Not every ugly toenail has fungus in it. In fact, it’s only about 50%. The rest are just ugly toenails. In medical terminology they are “dystrophic” nails. These other ugly nails may be caused by psoriasis, lichen planus, ‘yellow nail syndrome’, among others. The more nails involved the less likely it is to be nail fungus. No – other disorders can have similar symptoms. Therefore, it’s best to see a qualified podiatric physician who can evaluate your symptoms and give you a reliable diagnosis, as well as discuss your treatment options.

 How is nail fungus diagnosed?

Your doctor might be able to tell if you have a nail fungus infection by looking carefully at your nails. He or she might scrape some tissue from your nail and send it to a lab in order to determine for certain what kind of infection you have. Appropriate nail specimens can be sent for laboratory testing (KOH preparation, fungal culture, or nail biopsy).

The first organism to crawl out of the rubble after a nuclear war will be a cockroach with a fungal infection

 Onychomycosis is very difficult to kill as fungus lives in damp, dark warm places like in a shoe.

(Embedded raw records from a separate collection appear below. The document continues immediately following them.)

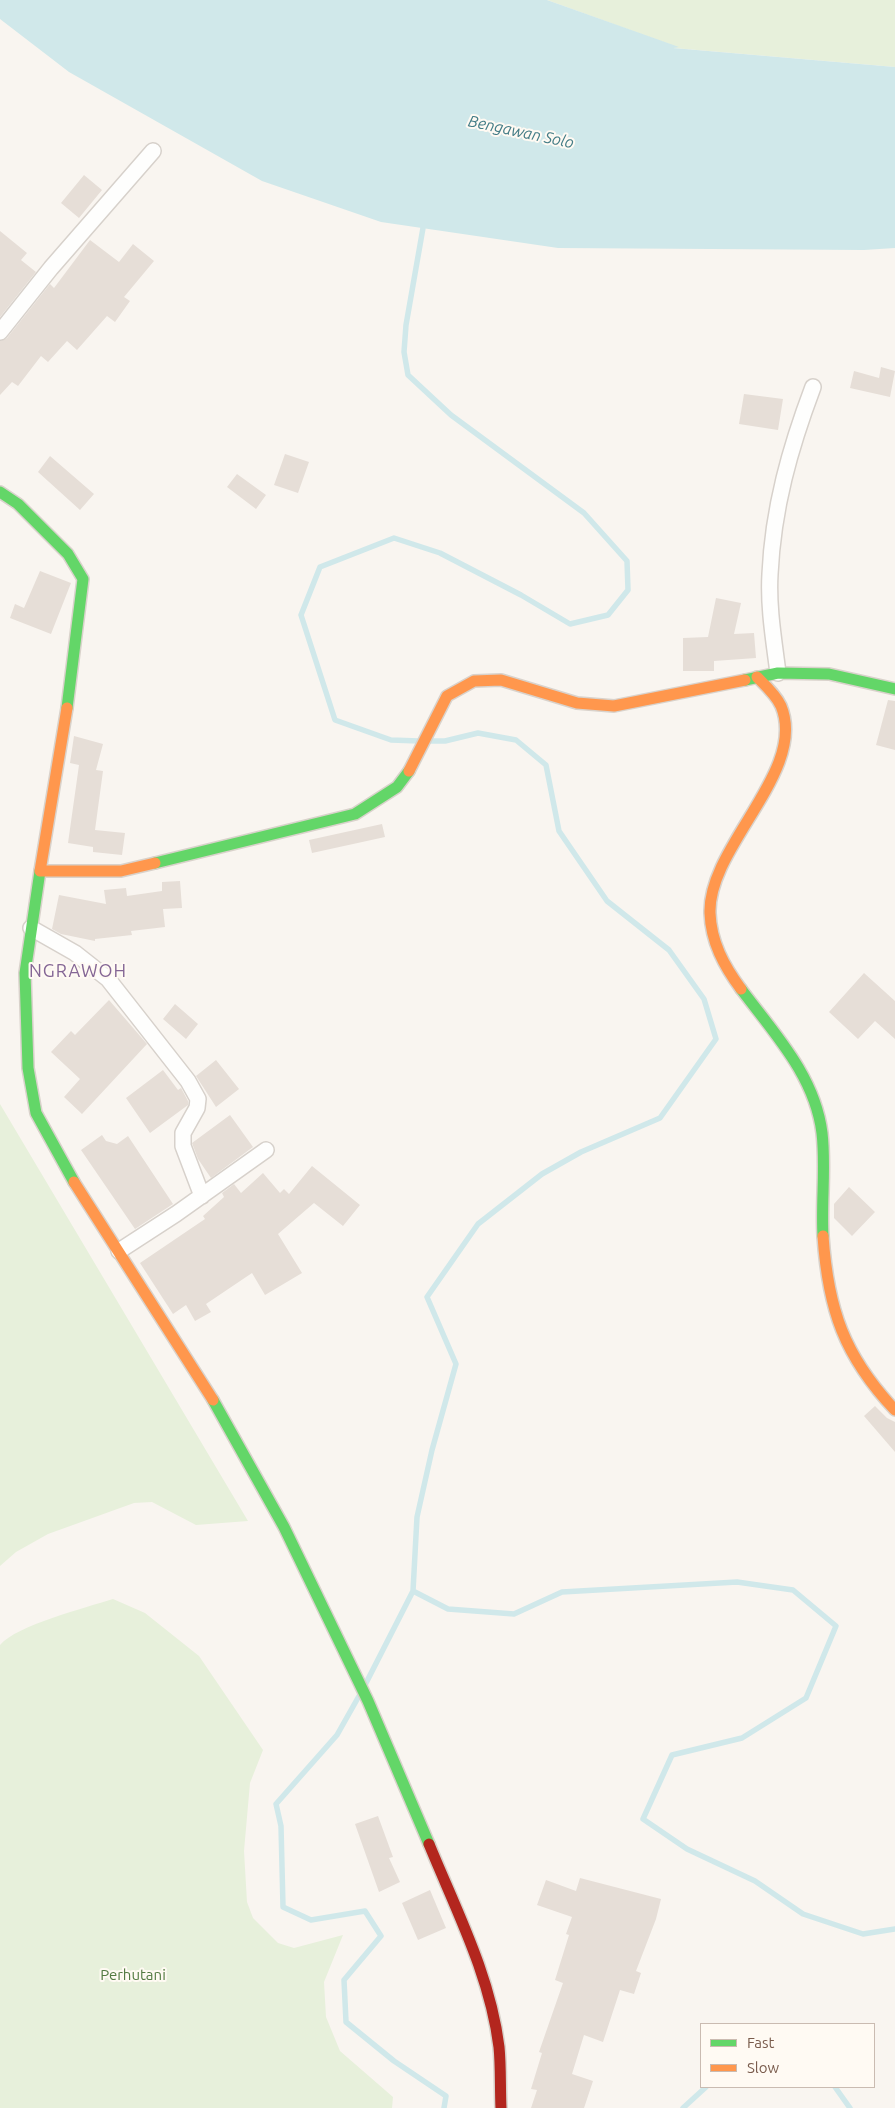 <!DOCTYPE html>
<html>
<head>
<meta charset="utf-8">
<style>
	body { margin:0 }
	#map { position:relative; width:895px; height:2108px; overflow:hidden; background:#f9f5f0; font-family:Ubuntu,sans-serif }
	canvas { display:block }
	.legend { position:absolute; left:700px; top:2023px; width:175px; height:65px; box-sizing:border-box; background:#fffaf3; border:1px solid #cabbb1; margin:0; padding:6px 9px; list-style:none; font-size:15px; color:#7a5c4d }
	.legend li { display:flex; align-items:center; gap:10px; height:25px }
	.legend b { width:25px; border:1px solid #cabbb1 }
</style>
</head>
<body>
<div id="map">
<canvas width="895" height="2108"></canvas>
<ul class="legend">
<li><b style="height:6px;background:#63d668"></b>Fast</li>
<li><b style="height:6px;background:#ff974d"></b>Slow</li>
</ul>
</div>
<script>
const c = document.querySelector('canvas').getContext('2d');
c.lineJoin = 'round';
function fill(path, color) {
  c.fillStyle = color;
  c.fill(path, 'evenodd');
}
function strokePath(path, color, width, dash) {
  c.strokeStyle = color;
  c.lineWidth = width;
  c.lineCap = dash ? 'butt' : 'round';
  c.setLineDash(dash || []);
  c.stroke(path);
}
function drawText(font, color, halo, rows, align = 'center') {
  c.font = font + ' Ubuntu,sans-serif';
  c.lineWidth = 4;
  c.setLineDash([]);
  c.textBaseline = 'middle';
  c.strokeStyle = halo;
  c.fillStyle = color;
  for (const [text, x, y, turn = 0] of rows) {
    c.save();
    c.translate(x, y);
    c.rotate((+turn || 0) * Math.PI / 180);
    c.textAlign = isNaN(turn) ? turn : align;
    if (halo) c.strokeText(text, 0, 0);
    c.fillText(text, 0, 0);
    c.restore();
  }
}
fill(new Path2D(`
	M 547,0 L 895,0 L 895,67 L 662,47 L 677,47 Z
	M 0,1104 L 248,1521 L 196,1525 L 152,1502 L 134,1503 L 48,1534 L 16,1552 L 0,1566 Z
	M 113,1599 L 145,1613 L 199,1656 L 263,1750 L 250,1783 L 244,1851 L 247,1902 L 253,1918 L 278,1943 L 294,1948 L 343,1935 L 324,1982 L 326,2017 L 340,2051 L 393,2097 L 392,2108 L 0,2108 L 0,1645 C 17,1625 85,1608 113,1599 Z`), '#e7f0db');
fill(new Path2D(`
	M 0,0 L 547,0 L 679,47 L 673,48 L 895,67 L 895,248 L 864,250 L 558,248 L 381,222 L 262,181 L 69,72 L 0,19 Z`), '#d0e8ea');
strokePath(new Path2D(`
	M 419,741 L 391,740 L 335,720 L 301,615 L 320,567 L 394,538 L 440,553 L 521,595 L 570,624 L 608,615 L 628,590 L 627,561 L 584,513 L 451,415 L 408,375 L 404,352 L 406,325 L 423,228
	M 413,1591 L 448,1609 L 514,1614 L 562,1592 L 737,1582 L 793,1590 L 836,1626 L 806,1698 L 742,1738 L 672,1755 L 643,1819 L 687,1849 L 755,1881 L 803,1914 L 863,1934 L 895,1929
	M 365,1685 L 413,1591 L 417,1517 L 432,1450 L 456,1364 L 427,1297 L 478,1224 L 542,1174 L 581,1152 L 660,1118 L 716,1039 L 704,999 L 669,950 L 607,901 L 559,831 L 546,765 L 516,740 L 478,733 L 445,741 L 428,741
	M 359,1696 L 337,1735 L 276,1804 L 281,1826 L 283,1907 L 311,1920 L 365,1911 L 381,1936 L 344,1980 L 346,2022 L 394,2061 L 446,2096 L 444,2108
	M 835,2087 L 850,2108
	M 683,2108 L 706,2087`), '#d0e8ea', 5.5);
fill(new Path2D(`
	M 84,175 L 102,190 L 79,218 L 61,203 Z
	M 0,231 L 27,253 L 21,260 L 36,272 L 0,317 Z
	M 90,240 L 119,262 L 133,244 L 154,261 L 124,297 L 130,301 L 115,322 L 107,316 L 77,350 L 67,341 L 48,362 L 41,356 L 18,386 L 12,382 L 0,395 L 0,341 L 7,338 L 50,284 L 54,288 Z
	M 881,367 L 895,371 L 890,397 L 850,388 L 854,371 L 879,378 Z
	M 744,394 L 783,399 L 778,430 L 739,424 Z
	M 285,454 L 309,462 L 298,493 L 274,485 Z
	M 50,456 L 94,494 L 80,510 L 38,472 Z
	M 237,474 L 266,495 L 256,509 L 227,487 Z
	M 40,571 L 71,583 L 51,634 L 10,618 L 15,604 L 24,608 Z
	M 716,598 L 741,603 L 734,634 L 754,633 L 756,658 L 714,661 L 714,671 L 683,671 L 683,638 L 708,637 Z
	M 888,700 L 895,701 L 895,750 L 876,745 Z
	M 74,736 L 103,744 L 96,770 L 103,771 L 95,830 L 125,833 L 122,855 L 93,852 L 93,847 L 68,843 L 79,765 L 70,763 Z
	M 382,824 L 385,837 L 312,853 L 309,840 Z
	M 180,881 L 182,908 L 163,909 L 165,927 L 131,931 L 132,935 L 95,939 L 95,941 L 61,934 L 52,929 L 59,895 L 106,904 L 104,890 L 126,888 L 127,896 L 162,891 L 162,882 Z
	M 864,973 L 895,1001 L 895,1039 L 875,1021 L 858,1039 L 829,1012 Z
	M 109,1000 L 147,1044 L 82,1114 L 64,1097 L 80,1079 L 51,1052 L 71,1031 L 75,1035 Z
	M 175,1004 L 198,1024 L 186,1039 L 163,1019 Z
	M 216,1060 L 239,1089 L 216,1107 L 196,1076 Z
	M 163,1070 L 178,1090 L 181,1088 L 188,1101 L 188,1105 L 150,1133 L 126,1098 Z
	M 230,1115 L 253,1147 L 211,1178 L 198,1159 L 192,1143 Z
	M 102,1135 L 106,1141 L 117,1144 L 128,1136 L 173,1204 L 135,1229 L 81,1150 Z
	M 312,1166 L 360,1205 L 343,1226 L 314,1203 L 278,1234 L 302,1273 L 265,1295 L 252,1273 L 206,1304 L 211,1312 L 195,1321 L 186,1305 L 173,1314 L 140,1263 L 205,1219 L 203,1216 L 224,1197 L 222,1193 L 234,1184 L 241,1193 L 263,1173 L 280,1193 L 284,1189 L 289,1194 Z
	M 849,1187 L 875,1212 L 852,1236 L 834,1218 L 834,1204 Z
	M 875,1406 L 887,1418 L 895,1422 L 895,1452 L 864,1416 Z
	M 378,1816 L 393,1857 L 389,1858 L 400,1882 L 379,1892 L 355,1824 Z
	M 580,1878 L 661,1899 L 656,1919 L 636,1971 L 641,1973 L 634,1994 L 620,1990 L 603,2042 L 584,2035 L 572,2074 L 593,2081 L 584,2108 L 531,2108 L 537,2090 L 531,2089 L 542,2053 L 539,2052 L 563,1983 L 555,1980 L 569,1935 L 566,1934 L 572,1917 L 537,1905 L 546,1880 L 576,1891 Z
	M 430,1890 L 446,1928 L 418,1940 L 402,1903 Z`), '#e6ded7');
const street = new Path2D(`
	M 0,332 L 51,268 L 153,151
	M 778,673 C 774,641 768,607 770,574 C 773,508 790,448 813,387
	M 31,928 L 75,953 L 108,979 L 188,1081 L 198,1099 L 197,1108 L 183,1133 L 183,1146 L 202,1196
	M 119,1251 L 176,1214 L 266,1150`);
const fast = new Path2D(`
	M 0,492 L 18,504 L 68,554 L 83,579 L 67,708
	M 745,680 L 778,673 L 829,674 L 895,689
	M 155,863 L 355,814 L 397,787 L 409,771
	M 40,871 L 25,973 L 28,1068 L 36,1113 L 74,1182
	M 741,989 C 774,1033 815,1076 822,1133 C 826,1167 821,1202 823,1236
	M 213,1400 L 284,1527 L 368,1701 L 429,1844`);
const slow = new Path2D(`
	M 67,708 L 40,871 L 121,871 L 155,863
	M 409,771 L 447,696 L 474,681 L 501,680 L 577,703 L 614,706 L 745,680
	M 741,989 C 724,966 711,942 710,913 C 708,846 808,771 781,706 C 776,695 766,686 757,677
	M 74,1182 L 213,1400
	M 823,1236 C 828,1309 844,1356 895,1410`);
const jam = new Path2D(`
	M 429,1844 C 456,1910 490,1975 499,2047 C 501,2067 500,2088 501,2108`);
strokePath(street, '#d7d1cb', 18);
strokePath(fast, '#d9d2cb', 14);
strokePath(slow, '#d9d2cb', 14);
strokePath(jam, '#d9d2cb', 14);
strokePath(street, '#fefefd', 15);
strokePath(fast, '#63d668', 11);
strokePath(slow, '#ff974d', 11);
strokePath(jam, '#b3261e', 11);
drawText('15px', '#537a41', '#fffaf3', [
	["Perhutani",133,1975]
]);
drawText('italic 16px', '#437c86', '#fffaf3', [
	["Bengawan Solo",521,132,12]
]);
c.letterSpacing = '1px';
drawText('18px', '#846695', '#fffaf3', [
	["NGRAWOH",78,971]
]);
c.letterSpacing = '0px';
</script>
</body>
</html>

 Since toe nail fungus is, apparently, here to stay in our world (most of us have feet with nails),  it would profit us to know what it is, how to avoid it, and how to cure it among other things. So, here are some quick facts concerning this organism:


 These tiny organisms that affect the fingernails and toenails are called Tinea Unguium (it is a fungus); The infection/disease is called Onychomycosis (OM); These organisms are found in damp, warm, dark environments like gyms, lockers, and showers. They can also gain a foothold (no pun intended) in our toe nails due to wet, sweaty socks and enclosed shoes. Another way this might happen is at a pedicure salon in which the pedicurist has not replaced a bowl of water, or has sterilized utensils. Still another method might be transmission through a cut or open wound and poor hygiene;


 Those with poor circulatory systems (like those with diabetes for example) or suppressed immune systems (HIV, thyroid issues, leukemia, etc.) are especially at risk of allowing this particular organism to manifest itself in our toe nails. Once entrenched, that same nail bed which is between the nail and skin can actually act as a protective barrier against the effectiveness of a treatment to eradicate the fungi. Put another way, the protective barrier of the nail to protect the skin against infections, can now act as a safe place for the fungi to thrive and grow;


 Onychomycosis affects an estimated 35 millions American alone; The fungi are very tenacious critters. They can remain with the nail bed to do their destructive work even through proper hygiene, or prescriptive medication. Symptoms of OM include yellow or brownish discoloration of the nail; uneven nails; thickening nail; powdery nails as the nail begins to crumble; and darkened nails as the fungi produce more and more color pigmentation;


 How do we avoid it? Practice good hygiene. Be very careful at manicure and pedicure salons that your beautician practices proper care in preventing contamination or transmission of various kinds of organisms. Use dry, cotton socks since they absorb sweat and moisture much more effectively than synthetic socks. Keep the feet ventilated as far as possible. Open-ended shoes help. Keep from stepping on puddles in gyms, locker rooms, or in swimming areas.


Remember – the more quickly you get the jump on a fungal infection, the better the likelihood that it can be treated successfully. Prescription oral anti-fungal drugs, such as Sporanox or Lamisil can be used to fight the infection. Be aware, however, that because this is one tough infection, there is a high relapse rate, and many patients may require a second course of treatment. There is also a brush-on lacquer (Penlac) that can be used with success; however, doctors caution against relying solely on a topical medication, especially in the case of a more severe infection such as onychomycosis. In extreme cases, surgery may be necessary to remove the infected nail.